(Items from a dataset)
==============================

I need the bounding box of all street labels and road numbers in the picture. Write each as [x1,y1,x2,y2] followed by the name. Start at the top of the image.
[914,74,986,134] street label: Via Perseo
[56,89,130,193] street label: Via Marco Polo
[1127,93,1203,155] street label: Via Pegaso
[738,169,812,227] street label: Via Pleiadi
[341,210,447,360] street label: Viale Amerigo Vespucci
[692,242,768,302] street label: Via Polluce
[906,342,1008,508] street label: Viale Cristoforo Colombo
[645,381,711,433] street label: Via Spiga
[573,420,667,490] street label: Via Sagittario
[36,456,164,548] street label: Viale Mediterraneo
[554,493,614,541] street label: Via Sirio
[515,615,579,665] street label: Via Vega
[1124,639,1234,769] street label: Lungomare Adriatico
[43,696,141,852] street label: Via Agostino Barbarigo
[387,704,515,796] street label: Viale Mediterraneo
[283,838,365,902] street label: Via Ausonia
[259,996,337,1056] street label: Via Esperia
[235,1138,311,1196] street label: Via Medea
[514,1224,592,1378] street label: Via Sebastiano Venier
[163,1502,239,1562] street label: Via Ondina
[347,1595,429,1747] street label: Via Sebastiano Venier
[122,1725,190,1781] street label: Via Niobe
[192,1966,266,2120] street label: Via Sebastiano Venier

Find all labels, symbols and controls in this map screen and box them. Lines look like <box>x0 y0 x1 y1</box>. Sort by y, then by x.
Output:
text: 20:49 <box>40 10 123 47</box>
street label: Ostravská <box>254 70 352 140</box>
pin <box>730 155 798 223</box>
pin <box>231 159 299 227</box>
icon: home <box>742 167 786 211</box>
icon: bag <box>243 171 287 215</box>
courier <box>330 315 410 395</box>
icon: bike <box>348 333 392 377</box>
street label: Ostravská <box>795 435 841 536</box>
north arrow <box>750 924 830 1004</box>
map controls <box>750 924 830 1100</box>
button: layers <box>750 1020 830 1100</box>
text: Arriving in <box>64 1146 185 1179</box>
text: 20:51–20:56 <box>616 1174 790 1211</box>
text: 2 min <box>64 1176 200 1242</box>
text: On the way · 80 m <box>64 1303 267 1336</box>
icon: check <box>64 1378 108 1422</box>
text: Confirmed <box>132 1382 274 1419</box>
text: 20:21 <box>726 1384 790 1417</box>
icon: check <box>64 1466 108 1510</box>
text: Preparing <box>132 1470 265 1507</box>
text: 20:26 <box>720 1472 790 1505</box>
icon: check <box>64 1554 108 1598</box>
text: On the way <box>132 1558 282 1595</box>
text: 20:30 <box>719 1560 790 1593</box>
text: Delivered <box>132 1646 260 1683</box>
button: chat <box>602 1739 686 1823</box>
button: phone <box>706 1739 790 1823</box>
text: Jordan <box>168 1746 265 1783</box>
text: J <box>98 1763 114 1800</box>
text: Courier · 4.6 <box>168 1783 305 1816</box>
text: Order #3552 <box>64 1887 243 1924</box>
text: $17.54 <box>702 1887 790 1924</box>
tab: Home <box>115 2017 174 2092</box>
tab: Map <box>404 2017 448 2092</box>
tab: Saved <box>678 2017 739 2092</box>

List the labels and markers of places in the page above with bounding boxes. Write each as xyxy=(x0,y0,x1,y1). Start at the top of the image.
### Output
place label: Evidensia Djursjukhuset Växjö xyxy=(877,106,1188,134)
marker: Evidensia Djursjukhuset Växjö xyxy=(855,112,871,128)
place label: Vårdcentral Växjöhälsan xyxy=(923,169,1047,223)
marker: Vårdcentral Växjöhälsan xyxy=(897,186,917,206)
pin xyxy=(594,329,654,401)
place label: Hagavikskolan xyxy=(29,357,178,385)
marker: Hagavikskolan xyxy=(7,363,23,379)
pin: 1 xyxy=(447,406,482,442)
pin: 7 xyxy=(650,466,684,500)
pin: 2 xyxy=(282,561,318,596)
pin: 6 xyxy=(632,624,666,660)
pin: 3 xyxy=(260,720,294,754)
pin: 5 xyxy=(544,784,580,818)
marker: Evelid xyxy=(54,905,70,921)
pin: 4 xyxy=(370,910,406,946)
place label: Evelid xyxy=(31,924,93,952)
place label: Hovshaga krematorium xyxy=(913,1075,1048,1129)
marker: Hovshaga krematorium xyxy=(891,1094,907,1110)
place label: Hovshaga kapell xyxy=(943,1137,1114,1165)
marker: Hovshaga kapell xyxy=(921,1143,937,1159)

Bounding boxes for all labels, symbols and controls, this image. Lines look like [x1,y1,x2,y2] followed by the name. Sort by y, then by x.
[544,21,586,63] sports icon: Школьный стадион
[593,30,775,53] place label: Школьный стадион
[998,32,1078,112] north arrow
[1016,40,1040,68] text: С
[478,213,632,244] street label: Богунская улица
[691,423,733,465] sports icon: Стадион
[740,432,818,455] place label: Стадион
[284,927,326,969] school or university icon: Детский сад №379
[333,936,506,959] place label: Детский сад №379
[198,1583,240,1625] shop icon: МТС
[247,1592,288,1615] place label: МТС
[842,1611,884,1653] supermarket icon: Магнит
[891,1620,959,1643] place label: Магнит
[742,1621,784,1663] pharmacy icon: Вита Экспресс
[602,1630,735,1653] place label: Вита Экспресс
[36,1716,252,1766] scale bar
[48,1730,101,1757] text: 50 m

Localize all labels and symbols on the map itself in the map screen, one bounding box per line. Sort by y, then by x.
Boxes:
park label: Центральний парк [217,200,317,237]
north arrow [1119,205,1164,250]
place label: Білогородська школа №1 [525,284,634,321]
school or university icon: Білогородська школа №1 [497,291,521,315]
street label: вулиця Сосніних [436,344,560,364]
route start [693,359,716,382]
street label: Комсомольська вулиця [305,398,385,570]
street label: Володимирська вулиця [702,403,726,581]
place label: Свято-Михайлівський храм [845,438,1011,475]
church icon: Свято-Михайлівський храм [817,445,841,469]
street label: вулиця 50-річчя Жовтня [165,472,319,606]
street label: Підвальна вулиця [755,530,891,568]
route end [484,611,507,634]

==============================

• **Task instructions**
Write out each line of the data that holds the string "screen".

• **Task response**
Find all labels, symbols and controls in this map screen and box them. Lines look like <box>x0 y0 x1 y1</box>. Sort by y, then by x.
Localize all labels and symbols on the map itself in the map screen, one bounding box per line. Sort by y, then by x.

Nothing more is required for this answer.